Collected data entries
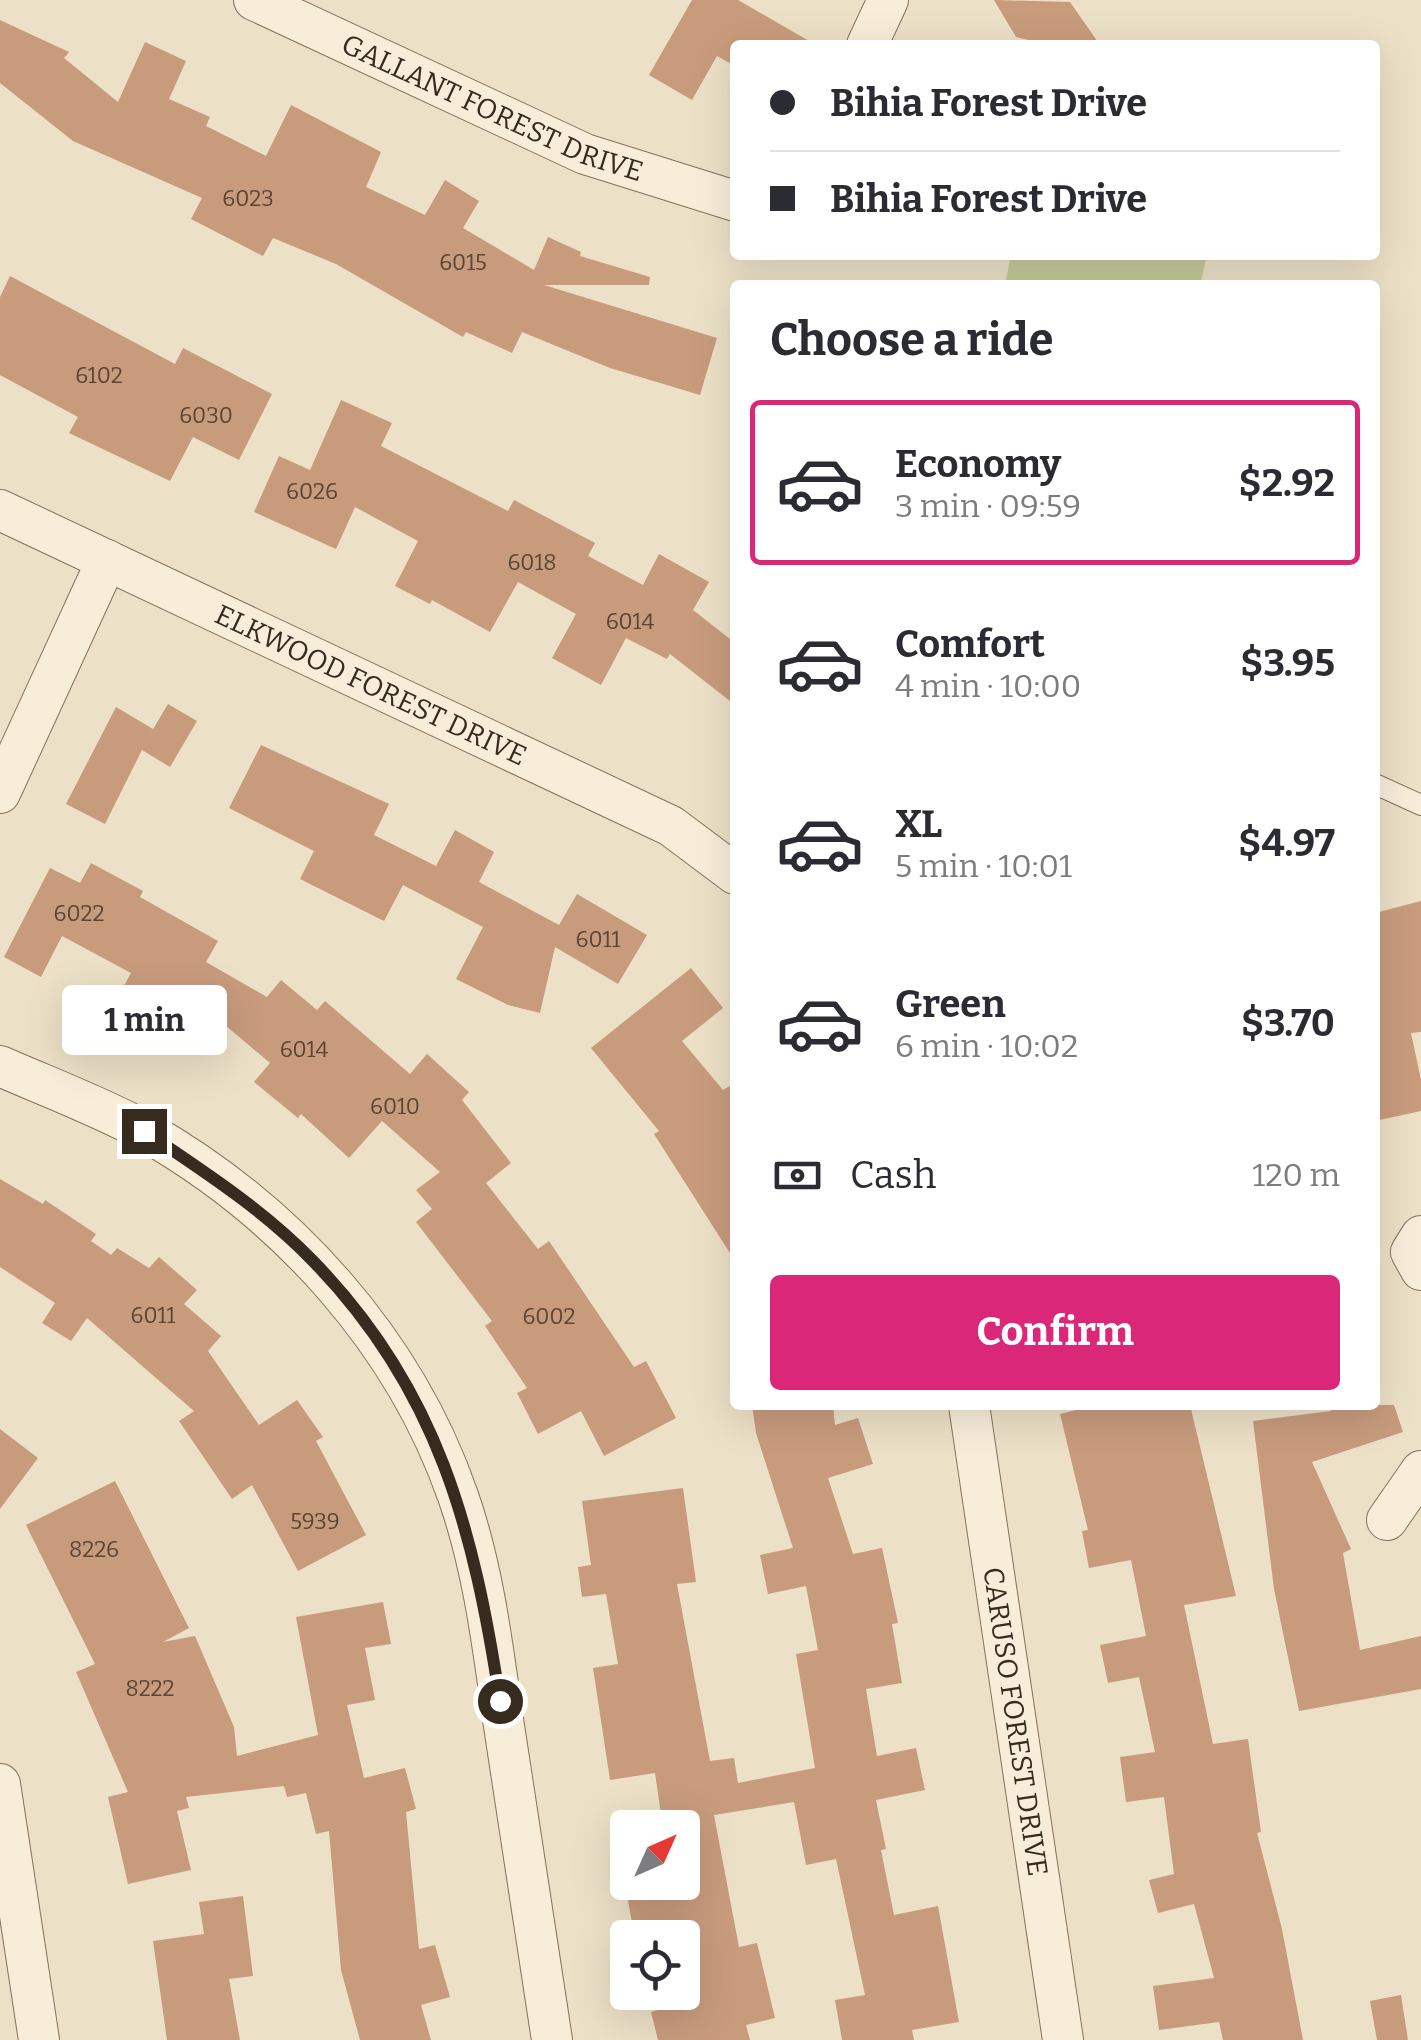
<!DOCTYPE html>
<html lang="en">
<head>
<meta charset="utf-8">
<style>
	body { margin:0; font-family:Bitter,serif; background:#f7f7f7; color:#2b2b33; height:100vh; display:flex; flex-direction:column; font-size:38px; white-space:nowrap }
	* { box-sizing:border-box; margin:0 }
	p { font-size:32px; color:#7c7c81 }
	.icon { flex:none; width:55px; height:55px; fill:none; stroke:currentColor; stroke-width:2; stroke-linecap:round; stroke-linejoin:round }
	.map { position:relative; flex:1; overflow:hidden }
	.sheet { position:absolute; left:730px; top:280px; width:650px; height:1130px; display:flex; flex-direction:column; background:#fff; border-radius:10px; box-shadow:0 10px 40px #0002 }
	.sheet>* { flex:none }
	.banner { position:absolute; left:730px; top:40px; width:650px; height:220px; border-radius:10px; box-shadow:0 10px 40px #0002; display:grid; align-content:center; height:220px; padding:0 40px; background:#fff }
	.needle { width:65px; rotate:45deg }
	.controls { position:absolute; left:610px; top:1810px; display:grid; gap:20px }
	.controls a { display:grid; place-items:center; width:90px; height:90px; border-radius:10px; background:#fff; box-shadow:0 10px 40px #0002; font-size:50px }
	.end { position:absolute; width:45px; height:45px; margin:-22px; border:12px solid #372a1f; background:#fff; box-shadow:0 0 0 5px #fff }
	.from { border-radius:50% }
	.bubble { position:absolute; height:70px; border-radius:10px; background:#fff; box-shadow:0 10px 40px #0002; font-size:32px; font-weight:700; line-height:70px; text-align:center }
	.banner b { display:flex; align-items:center; gap:35px; height:95px; font-size:38px }
	.banner b+b { border-top:2px solid #e1e1e2 }
	.banner i { width:25px; height:25px; background:#2b2b33 }
	ul { padding:0; list-style:none }
	li { display:flex; align-items:center; gap:30px; height:165px; margin:0 20px 15px; padding:0 20px; border:5px solid transparent; border-radius:10px }
	li div { flex:1 }
	li b { display:block; font-size:38px }
	li em { font-style:normal; font-weight:700 }
	li.on { border-color:#db2777 }
	li>.icon { width:90px; height:90px; stroke-width:1.5 }
	h2 { padding:0 40px; font-size:45px; line-height:120px }
	.pay { display:flex; align-items:center; gap:25px; height:110px; padding:0 40px; font-size:38px }
	.pay p { margin-inline-start:auto }
	.action { display:flex; gap:20px; margin-top:auto; padding:20px 40px }
	.action a { flex:1; height:115px; border-radius:10px; background:#db2777; color:#fff; font-size:40px; font-weight:700; line-height:115px; text-align:center }
	.map>svg:first-child { display:block }
	.green { fill:#c5ca9a }
	.building { fill:#c89b7d }
	.lines { fill:none; stroke-linecap:round; stroke-linejoin:round }
	.lane-casing { stroke:#86725c; stroke-width:22 }
	.street-casing { stroke:#86725c; stroke-width:42 }
	.lane { stroke:#f7edd9; stroke-width:20 }
	.street { stroke:#f7edd9; stroke-width:40 }
	.route { stroke:#372a1f; stroke-width:12 }
	.labels { text-anchor:middle; dominant-baseline:central; stroke-width:8; stroke-linejoin:round; paint-order:stroke }
	.number-label { font-size:22px; fill:#5b4636 }
	.street-label { font-size:28px; fill:#372a1f; stroke:#f4ead5 }
</style>
</head>
<body>
<div class="map">
<svg width="1421" height="2040" viewBox="0 0 1421 2040">
	<rect width="100%" height="100%" fill="#ece0c6"/>
	<!-- green -->
	<path class="green" d="M 1011,255 L 1207,255 L 1200,285 L 1005,285 Z"/>
	<!-- building -->
	<path class="building" d="M 692,0 L 738,0 L 816,45 L 735,45 L 735,66 L 717,56 L 692,100 L 649,75 Z
		M 994,0 L 1070,2 L 1100,45 L 1050,45 L 1016,37 Z
		M 0,20 L 69,52 L 64,58 L 118,102 L 145,42 L 186,61 L 169,99 L 210,117 L 206,126 L 266,156 L 291,105 L 381,152 L 366,187 L 425,215 L 445,180 L 479,201 L 463,228 L 534,270 L 548,237 L 581,252 L 580,256 L 650,277 L 649,285 L 544,285 L 717,338 L 700,395 L 610,368 L 522,332 L 512,353 L 466,332 L 463,337 L 336,264 L 273,238 L 263,256 L 191,219 L 202,198 L 73,141 L 0,83 Z
		M 10,276 L 175,364 L 183,348 L 272,394 L 239,460 L 193,437 L 170,481 L 69,433 L 78,417 L 0,375 L 0,297 Z
		M 341,400 L 392,423 L 381,446 L 508,511 L 514,500 L 595,543 L 588,556 L 643,585 L 659,554 L 709,582 L 693,610 L 735,643 L 735,705 L 670,654 L 667,659 L 626,638 L 601,685 L 552,658 L 576,614 L 518,582 L 490,632 L 432,600 L 430,604 L 395,586 L 418,541 L 355,507 L 336,549 L 254,512 L 279,456 L 310,470 Z
		M 168,704 L 197,721 L 170,767 L 142,750 L 105,824 L 66,804 L 116,707 L 153,729 L 149,736 Z
		M 261,745 L 389,804 L 374,835 L 436,866 L 455,830 L 494,852 L 479,882 L 559,925 L 577,894 L 647,935 L 618,984 L 555,947 L 540,1013 L 508,1005 L 456,979 L 483,927 L 403,885 L 384,921 L 300,879 L 314,851 L 229,808 Z
		M 91,863 L 143,891 L 140,897 L 218,941 L 206,962 L 267,997 L 281,980 L 317,1010 L 325,1001 L 410,1074 L 427,1054 L 469,1092 L 462,1100 L 511,1163 L 486,1183 L 538,1249 L 549,1241 L 634,1367 L 646,1361 L 676,1418 L 604,1456 L 581,1411 L 538,1434 L 517,1393 L 527,1388 L 485,1326 L 492,1321 L 416,1222 L 432,1209 L 416,1190 L 440,1172 L 382,1121 L 349,1158 L 301,1114 L 298,1118 L 254,1082 L 270,1063 L 219,1020 L 201,1051 L 115,1002 L 131,973 L 62,936 L 41,977 L 4,957 L 50,868 L 80,883 Z
		M 1421,901 L 1421,1032 L 1411,1033 L 1421,1080 L 1421,1111 L 1375,1121 L 1375,913 Z
		M 691,968 L 723,1008 L 682,1041 L 723,1090 L 735,1083 L 735,1261 L 654,1134 L 659,1131 L 591,1048 Z
		M 0,1179 L 43,1204 L 45,1200 L 96,1234 L 91,1241 L 111,1255 L 117,1248 L 149,1268 L 159,1257 L 197,1290 L 184,1304 L 221,1336 L 208,1351 L 259,1425 L 297,1400 L 323,1437 L 316,1441 L 366,1535 L 298,1571 L 252,1485 L 232,1499 L 179,1421 L 194,1411 L 87,1318 L 71,1341 L 42,1323 L 55,1303 L 0,1267 Z
		M 752,1405 L 833,1405 L 835,1425 L 858,1418 L 873,1464 L 828,1478 L 853,1554 L 882,1548 L 898,1623 L 892,1624 L 902,1683 L 866,1689 L 877,1756 L 916,1748 L 925,1790 L 876,1800 L 886,1849 L 881,1850 L 894,1915 L 938,1906 L 959,2022 L 912,2030 L 914,2040 L 842,2040 L 835,2000 L 865,1995 L 836,1859 L 806,1865 L 794,1802 L 714,1815 L 739,1947 L 757,1943 L 775,2018 L 746,2025 L 750,2040 L 658,2040 L 651,2012 L 675,2005 L 672,1992 L 682,1992 L 682,1938 L 635,1938 L 620,1859 L 628,1858 L 628,1882 L 682,1882 L 682,1828 L 663,1828 L 655,1773 L 610,1780 L 593,1668 L 618,1664 L 606,1594 L 582,1597 L 578,1567 L 591,1565 L 582,1501 L 683,1488 L 696,1582 L 677,1584 L 710,1761 L 734,1758 L 738,1783 L 815,1768 L 796,1654 L 818,1650 L 806,1586 L 768,1594 L 760,1555 L 793,1548 L 756,1433 Z
		M 1096,1405 L 1190,1405 L 1236,1596 L 1184,1605 L 1213,1744 L 1248,1739 L 1261,1832 L 1257,1833 L 1282,1929 L 1303,2040 L 1223,2040 L 1219,2022 L 1159,2030 L 1153,1986 L 1214,1978 L 1194,1904 L 1158,1913 L 1149,1880 L 1174,1874 L 1164,1797 L 1126,1802 L 1120,1757 L 1155,1752 L 1139,1677 L 1108,1683 L 1100,1645 L 1146,1636 L 1131,1560 L 1089,1568 L 1082,1531 L 1088,1530 L 1060,1414 Z
		M 1329,1405 L 1394,1405 L 1403,1432 L 1312,1462 L 1351,1549 L 1343,1553 L 1360,1650 L 1421,1636 L 1421,1689 L 1299,1711 L 1274,1589 L 1253,1421 L 1331,1411 Z
		M 0,1429 L 38,1458 L 0,1509 Z
		M 115,1481 L 189,1628 L 163,1642 L 195,1636 L 234,1727 L 237,1756 L 318,1735 L 296,1617 L 383,1602 L 391,1644 L 365,1648 L 375,1700 L 347,1705 L 364,1778 L 405,1768 L 416,1809 L 406,1812 L 419,1949 L 435,1945 L 450,1997 L 421,2005 L 431,2040 L 360,2040 L 341,1970 L 329,1831 L 316,1834 L 306,1793 L 287,1797 L 284,1786 L 186,1797 L 189,1808 L 177,1811 L 191,1870 L 128,1884 L 108,1797 L 128,1792 L 76,1672 L 95,1664 L 26,1525 Z
		M 243,1896 L 253,1976 L 229,1979 L 240,2040 L 167,2040 L 153,1941 L 204,1934 L 199,1902 Z
		M 1401,1995 L 1408,2040 L 1377,2040 L 1370,2001 Z"/>
	<g class="lines">
		<defs>
			<path id="lane" d="M 1375,784 L 1421,805"/>
			<g id="street">
				<path id="s1" d="M 254,0 L 585,154 L 735,201"/>
				<path d="M 867,45 L 888,0"/>
				<path id="s2" d="M 0,510 L 671,826 L 735,874"/>
				<path d="M 0,793 L 107,560"/>
				<path d="M 0,1066 C 48,1087 99,1106 145,1131 C 287,1212 404,1341 458,1496 C 484,1570 493,1649 504,1726 C 520,1831 536,1935 552,2040"/>
				<path d="M 1421,1236 L 1411,1252 L 1421,1270"/>
				<path id="s3" d="M 969,1405 L 1063,2040"/>
				<path d="M 1387,1520 L 1421,1471"/>
				<path d="M 0,1784 L 39,2040"/>
			</g>
		</defs>
		<!-- lane casing -->
		<use href="#lane" class="lane-casing"/>
		<!-- street casing -->
		<use href="#street" class="street-casing"/>
		<!-- lane -->
		<use href="#lane" class="lane"/>
		<!-- street -->
		<use href="#street" class="street"/>
	</g>
	<g class="lines">
		<!-- route -->
		<path class="route" d="M 144,1131 C 203,1171 264,1210 313,1261 C 438,1389 474,1530 500,1701"/>
	</g>
	<g class="labels">
		<!-- number labels -->
		<g class="number-label">
			<text x="248" y="198">6023</text>
			<text x="463" y="262">6015</text>
			<text x="99" y="375">6102</text>
			<text x="206" y="415">6030</text>
			<text x="312" y="491">6026</text>
			<text x="532" y="562">6018</text>
			<text x="630" y="621">6014</text>
			<text x="79" y="913">6022</text>
			<text x="598" y="939">6011</text>
			<text x="304" y="1049">6014</text>
			<text x="395" y="1106">6010</text>
			<text x="153" y="1315">6011</text>
			<text x="549" y="1316">6002</text>
			<text x="315" y="1521">5939</text>
			<text x="94" y="1549">8226</text>
			<text x="150" y="1688">8222</text>
		</g>
		<!-- street labels -->
		<g class="street-label">
			<text stroke="none"><textPath href="#s1" startOffset="262">GALLANT FOREST DRIVE</textPath></text>
			<text stroke="none"><textPath href="#s2" startOffset="410">ELKWOOD FOREST DRIVE</textPath></text>
			<text stroke="none"><textPath href="#s3" startOffset="320">CARUSO FOREST DRIVE</textPath></text>
		</g>
	</g>
</svg>
<div class="controls">
<a><svg class="needle" viewBox="-14 -14 28 28"><path d="M0-13l5 13h-10z" fill="#e53935"/><path d="M0 13l5-13h-10z" fill="#7c7c81"/></svg></a>
<a><svg class="icon" aria-label="locate" viewBox="0 0 24 24"><circle cx="12" cy="12" r="6"/><path d="M12 2v4M12 18v4M2 12h4M18 12h4"/></svg></a>
</div>
<i class="end from" style="left:500px;top:1701px"></i>
<i class="end" style="left:144px;top:1131px"></i>
<div class="bubble" style="left:62px;top:985px;width:165px">1 min</div>
<div class="banner">
<b><i class="from"></i>Bihia Forest Drive</b>
<b><i></i>Bihia Forest Drive</b>
</div>
<section class="sheet">
<h2>Choose a ride</h2>
<ul>
<li class="on"><svg class="icon" aria-label="car" viewBox="0 0 24 24"><path d="M5 17H2v-5l4-1 3-4h7l3 4 3 1v5h-3M9 17h6M6 11h13"/><circle cx="7" cy="17" r="2"/><circle cx="17" cy="17" r="2"/></svg><div><b>Economy</b><p>3 min · 09:59</p></div><em>$2.92</em></li>
<li><svg class="icon" aria-label="car" viewBox="0 0 24 24"><path d="M5 17H2v-5l4-1 3-4h7l3 4 3 1v5h-3M9 17h6M6 11h13"/><circle cx="7" cy="17" r="2"/><circle cx="17" cy="17" r="2"/></svg><div><b>Comfort</b><p>4 min · 10:00</p></div><em>$3.95</em></li>
<li><svg class="icon" aria-label="car" viewBox="0 0 24 24"><path d="M5 17H2v-5l4-1 3-4h7l3 4 3 1v5h-3M9 17h6M6 11h13"/><circle cx="7" cy="17" r="2"/><circle cx="17" cy="17" r="2"/></svg><div><b>XL</b><p>5 min · 10:01</p></div><em>$4.97</em></li>
<li><svg class="icon" aria-label="car" viewBox="0 0 24 24"><path d="M5 17H2v-5l4-1 3-4h7l3 4 3 1v5h-3M9 17h6M6 11h13"/><circle cx="7" cy="17" r="2"/><circle cx="17" cy="17" r="2"/></svg><div><b>Green</b><p>6 min · 10:02</p></div><em>$3.70</em></li>
</ul>
<div class="pay"><svg class="icon" aria-label="cash" viewBox="0 0 24 24"><path d="M3 7h18v10H3z"/><circle cx="12" cy="12" r="2"/></svg>Cash<p>120 m</p></div>
<div class="action"><a>Confirm</a></div>
</section>
</div>
</body>
</html>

> _What you will do_
Looking at the records above, say how many lines hold the string "action". Write nothing but the number.

> _Written solution_
3